ACTIVITY
Drop every picture, then print the rest of the listing exactly as given.

Top of RAW DATA

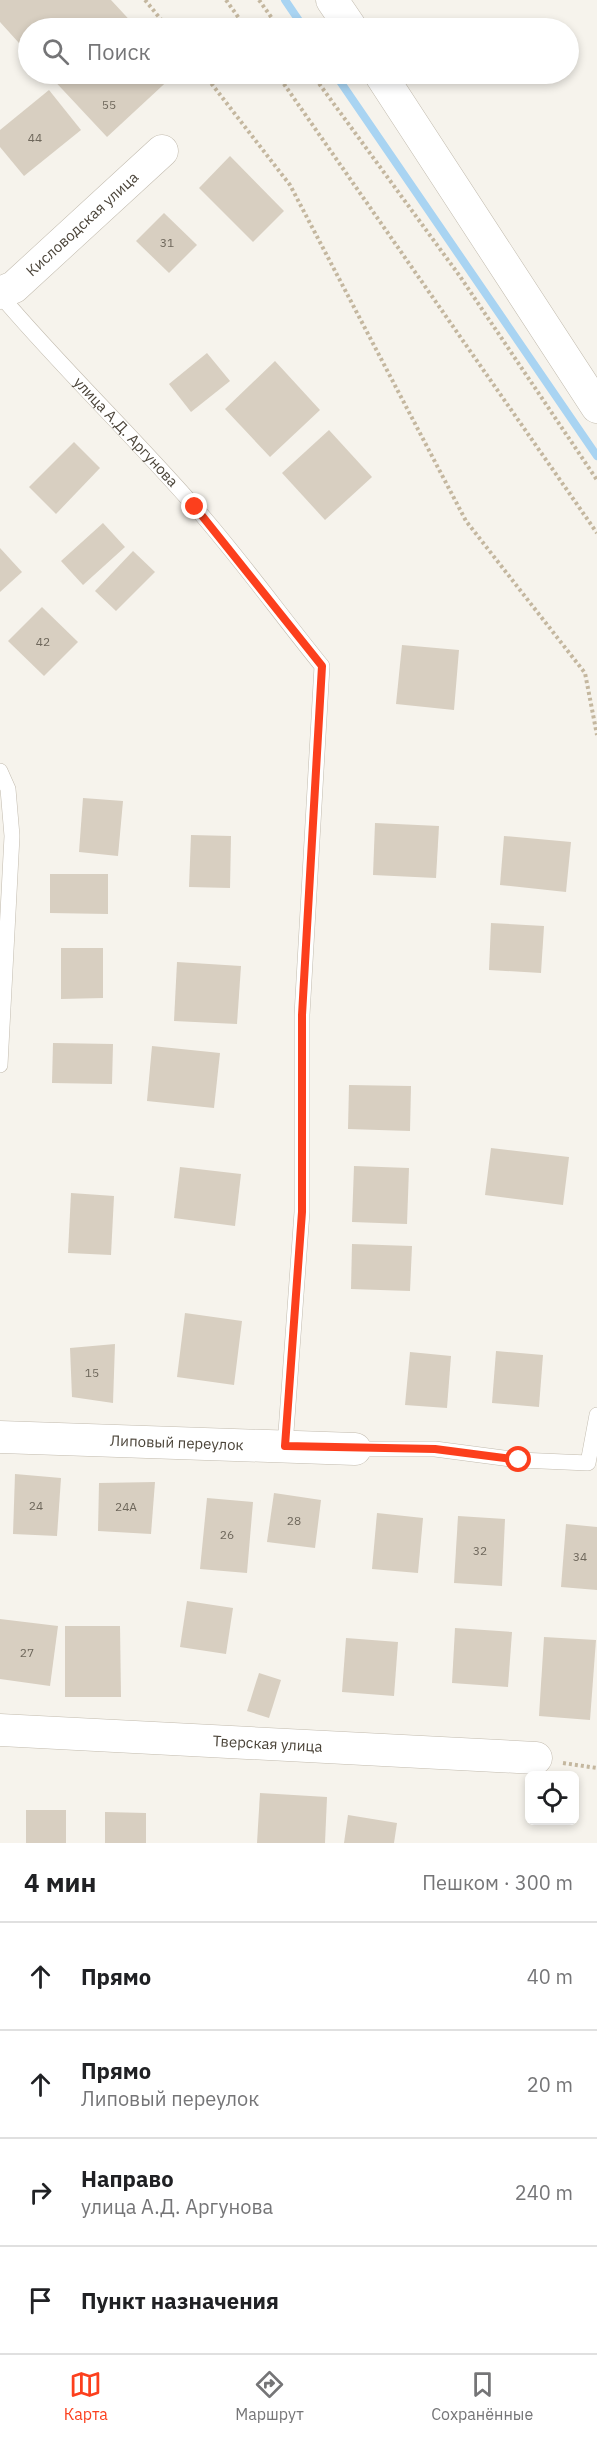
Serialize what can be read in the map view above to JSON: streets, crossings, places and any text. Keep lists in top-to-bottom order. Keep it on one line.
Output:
{"streets":{"street":["Кисловодская улица","Липовый переулок","Тверская улица"],"lane":["улица А.Д. Аргунова"]},"crossings":[["Кисловодская улица","улица А.Д. Аргунова"],["улица А.Д. Аргунова","Липовый переулок"]],"house_numbers":["55","44","31","42","15","24","24А","28","26","32","34","27"],"page":{"search":"Поиск","heading":["4 мин","Пешком · 300 m"],"list":[["Прямо","40 m"],["Прямо","Липовый переулок","20 m"],["Направо","улица А.Д. Аргунова","240 m"],"Пункт назначения"],"nav":["Карта","Маршрут","Сохранённые"]}}
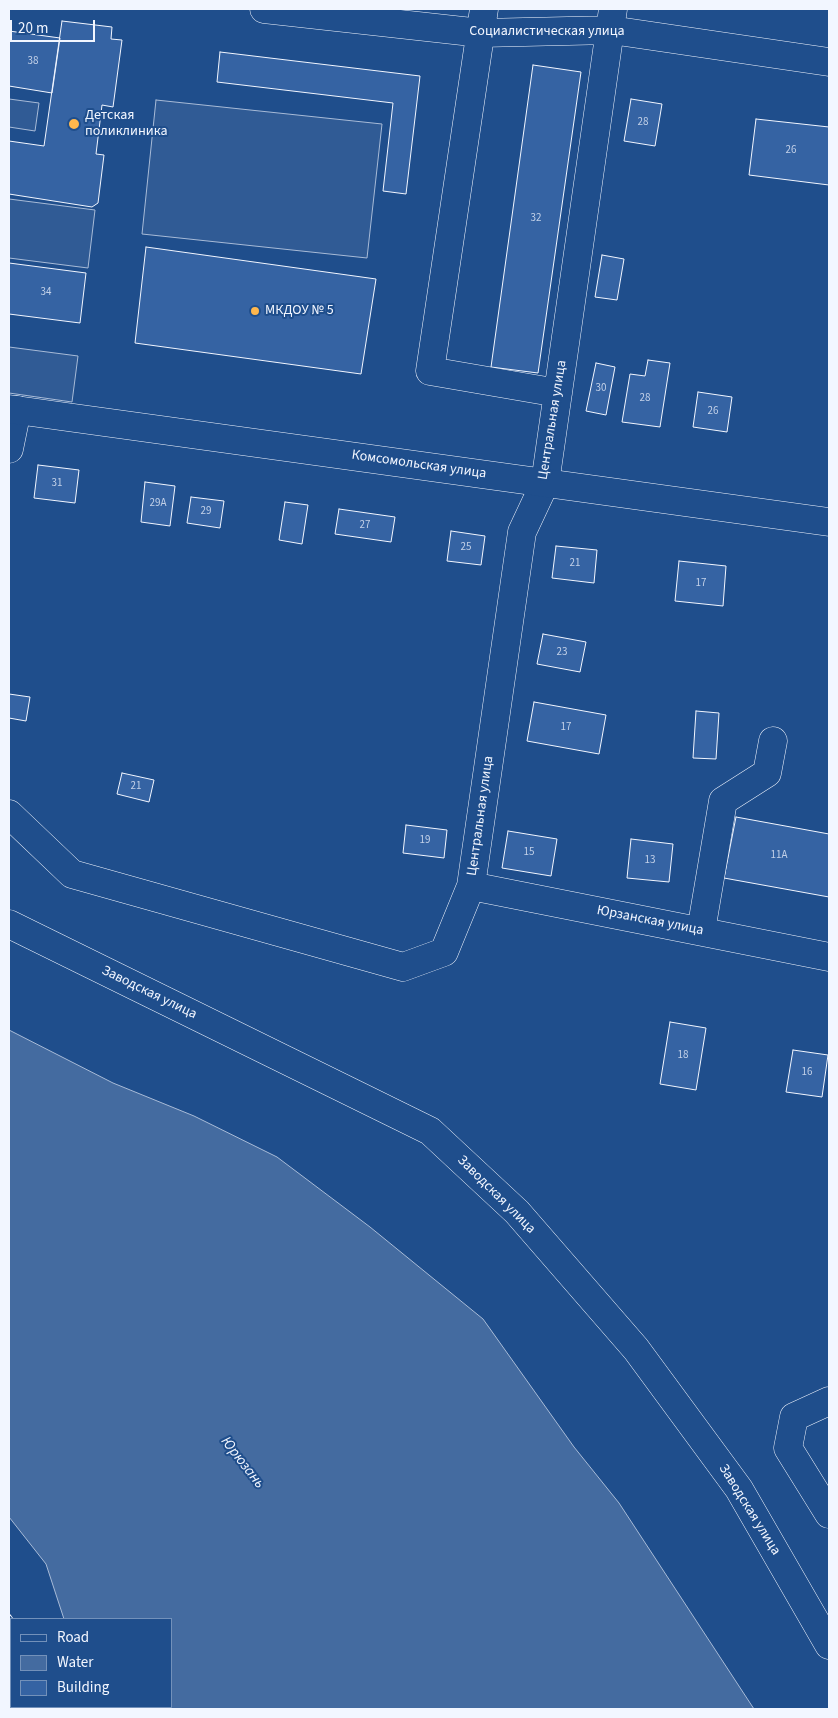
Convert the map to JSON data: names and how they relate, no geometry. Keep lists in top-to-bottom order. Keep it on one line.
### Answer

Bottom of RAW DATA

EXPECTED ANSWER
Serialize what can be read in the map view above to JSON: streets, crossings, places and any text. Keep lists in top-to-bottom order. Keep it on one line.
Output:
{"streets":{"street":["Кисловодская улица","Липовый переулок","Тверская улица"],"lane":["улица А.Д. Аргунова"]},"crossings":[["Кисловодская улица","улица А.Д. Аргунова"],["улица А.Д. Аргунова","Липовый переулок"]],"house_numbers":["55","44","31","42","15","24","24А","28","26","32","34","27"],"page":{"search":"Поиск","heading":["4 мин","Пешком · 300 m"],"list":[["Прямо","40 m"],["Прямо","Липовый переулок","20 m"],["Направо","улица А.Д. Аргунова","240 m"],"Пункт назначения"],"nav":["Карта","Маршрут","Сохранённые"]}}
Convert the map to JSON data: names and how they relate, no geometry. Keep lists in top-to-bottom order. Keep it on one line.
### Answer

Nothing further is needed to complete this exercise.